--- Goal of the exercise ---
Only the lines from the line containing "Instruction: Transcribe the" to the end of the entries, both included, belong in your answer, and each must match exactly.

--- Exercise material ---
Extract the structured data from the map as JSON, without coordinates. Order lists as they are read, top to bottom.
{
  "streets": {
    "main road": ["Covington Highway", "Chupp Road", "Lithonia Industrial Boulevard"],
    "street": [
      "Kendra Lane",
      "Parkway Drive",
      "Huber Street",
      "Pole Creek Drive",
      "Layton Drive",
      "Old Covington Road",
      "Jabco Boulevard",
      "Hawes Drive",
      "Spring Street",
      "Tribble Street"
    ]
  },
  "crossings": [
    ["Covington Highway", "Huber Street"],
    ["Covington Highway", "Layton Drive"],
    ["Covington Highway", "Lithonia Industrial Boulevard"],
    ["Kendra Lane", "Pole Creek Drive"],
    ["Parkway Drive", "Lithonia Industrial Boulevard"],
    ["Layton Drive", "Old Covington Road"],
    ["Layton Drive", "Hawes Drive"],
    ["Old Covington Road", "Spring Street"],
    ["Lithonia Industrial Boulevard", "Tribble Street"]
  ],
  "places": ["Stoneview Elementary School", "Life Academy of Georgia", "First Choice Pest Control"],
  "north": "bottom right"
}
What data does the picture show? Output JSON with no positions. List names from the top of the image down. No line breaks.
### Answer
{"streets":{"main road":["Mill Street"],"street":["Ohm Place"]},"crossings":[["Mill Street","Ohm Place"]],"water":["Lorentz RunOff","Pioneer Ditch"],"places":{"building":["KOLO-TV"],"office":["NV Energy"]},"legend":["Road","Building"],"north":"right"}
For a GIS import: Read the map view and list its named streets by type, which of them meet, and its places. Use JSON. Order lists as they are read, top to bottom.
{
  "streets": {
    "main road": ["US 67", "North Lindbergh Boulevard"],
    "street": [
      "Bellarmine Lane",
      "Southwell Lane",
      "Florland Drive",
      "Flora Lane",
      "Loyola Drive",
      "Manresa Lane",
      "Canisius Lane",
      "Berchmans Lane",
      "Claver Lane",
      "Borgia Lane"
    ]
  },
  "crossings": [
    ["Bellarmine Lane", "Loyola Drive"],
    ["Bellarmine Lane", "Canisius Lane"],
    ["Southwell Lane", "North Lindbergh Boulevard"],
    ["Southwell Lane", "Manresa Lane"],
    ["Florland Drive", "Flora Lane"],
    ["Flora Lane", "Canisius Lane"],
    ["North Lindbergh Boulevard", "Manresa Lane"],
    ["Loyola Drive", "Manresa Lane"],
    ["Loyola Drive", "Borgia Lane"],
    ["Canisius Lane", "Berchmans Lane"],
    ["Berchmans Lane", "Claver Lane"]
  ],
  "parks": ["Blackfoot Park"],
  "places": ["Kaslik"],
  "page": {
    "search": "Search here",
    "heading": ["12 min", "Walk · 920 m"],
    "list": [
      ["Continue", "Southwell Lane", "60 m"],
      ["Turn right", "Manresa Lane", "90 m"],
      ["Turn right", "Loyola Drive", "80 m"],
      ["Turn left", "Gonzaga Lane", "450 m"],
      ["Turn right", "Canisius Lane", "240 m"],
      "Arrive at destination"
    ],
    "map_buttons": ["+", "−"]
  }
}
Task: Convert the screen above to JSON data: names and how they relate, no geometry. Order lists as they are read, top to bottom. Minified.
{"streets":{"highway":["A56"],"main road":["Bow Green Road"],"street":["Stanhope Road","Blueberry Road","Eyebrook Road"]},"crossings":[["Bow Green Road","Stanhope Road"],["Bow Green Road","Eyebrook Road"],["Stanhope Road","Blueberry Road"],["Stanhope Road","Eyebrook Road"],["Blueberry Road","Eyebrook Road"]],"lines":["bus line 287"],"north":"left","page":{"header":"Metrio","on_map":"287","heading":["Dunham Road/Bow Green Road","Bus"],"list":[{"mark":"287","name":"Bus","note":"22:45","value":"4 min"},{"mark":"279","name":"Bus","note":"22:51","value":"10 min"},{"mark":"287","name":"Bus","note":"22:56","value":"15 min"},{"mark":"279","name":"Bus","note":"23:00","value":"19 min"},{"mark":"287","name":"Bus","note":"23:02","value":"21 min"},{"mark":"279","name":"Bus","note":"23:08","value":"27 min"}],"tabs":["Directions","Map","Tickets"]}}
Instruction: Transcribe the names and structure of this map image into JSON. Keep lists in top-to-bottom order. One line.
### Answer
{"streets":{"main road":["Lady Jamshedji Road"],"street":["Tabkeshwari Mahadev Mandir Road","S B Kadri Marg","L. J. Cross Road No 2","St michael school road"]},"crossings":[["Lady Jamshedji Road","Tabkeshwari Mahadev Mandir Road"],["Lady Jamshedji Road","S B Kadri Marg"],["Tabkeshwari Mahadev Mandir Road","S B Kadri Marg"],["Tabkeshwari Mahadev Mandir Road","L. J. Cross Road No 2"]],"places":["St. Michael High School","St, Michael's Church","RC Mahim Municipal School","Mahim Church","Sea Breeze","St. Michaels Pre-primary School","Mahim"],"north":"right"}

--- Completed task ---
Instruction: Transcribe the names and structure of this map image into JSON. Keep lists in top-to-bottom order. One line.
### Answer
{"streets":{"main road":["Lady Jamshedji Road"],"street":["Tabkeshwari Mahadev Mandir Road","S B Kadri Marg","L. J. Cross Road No 2","St michael school road"]},"crossings":[["Lady Jamshedji Road","Tabkeshwari Mahadev Mandir Road"],["Lady Jamshedji Road","S B Kadri Marg"],["Tabkeshwari Mahadev Mandir Road","S B Kadri Marg"],["Tabkeshwari Mahadev Mandir Road","L. J. Cross Road No 2"]],"places":["St. Michael High School","St, Michael's Church","RC Mahim Municipal School","Mahim Church","Sea Breeze","St. Michaels Pre-primary School","Mahim"],"north":"right"}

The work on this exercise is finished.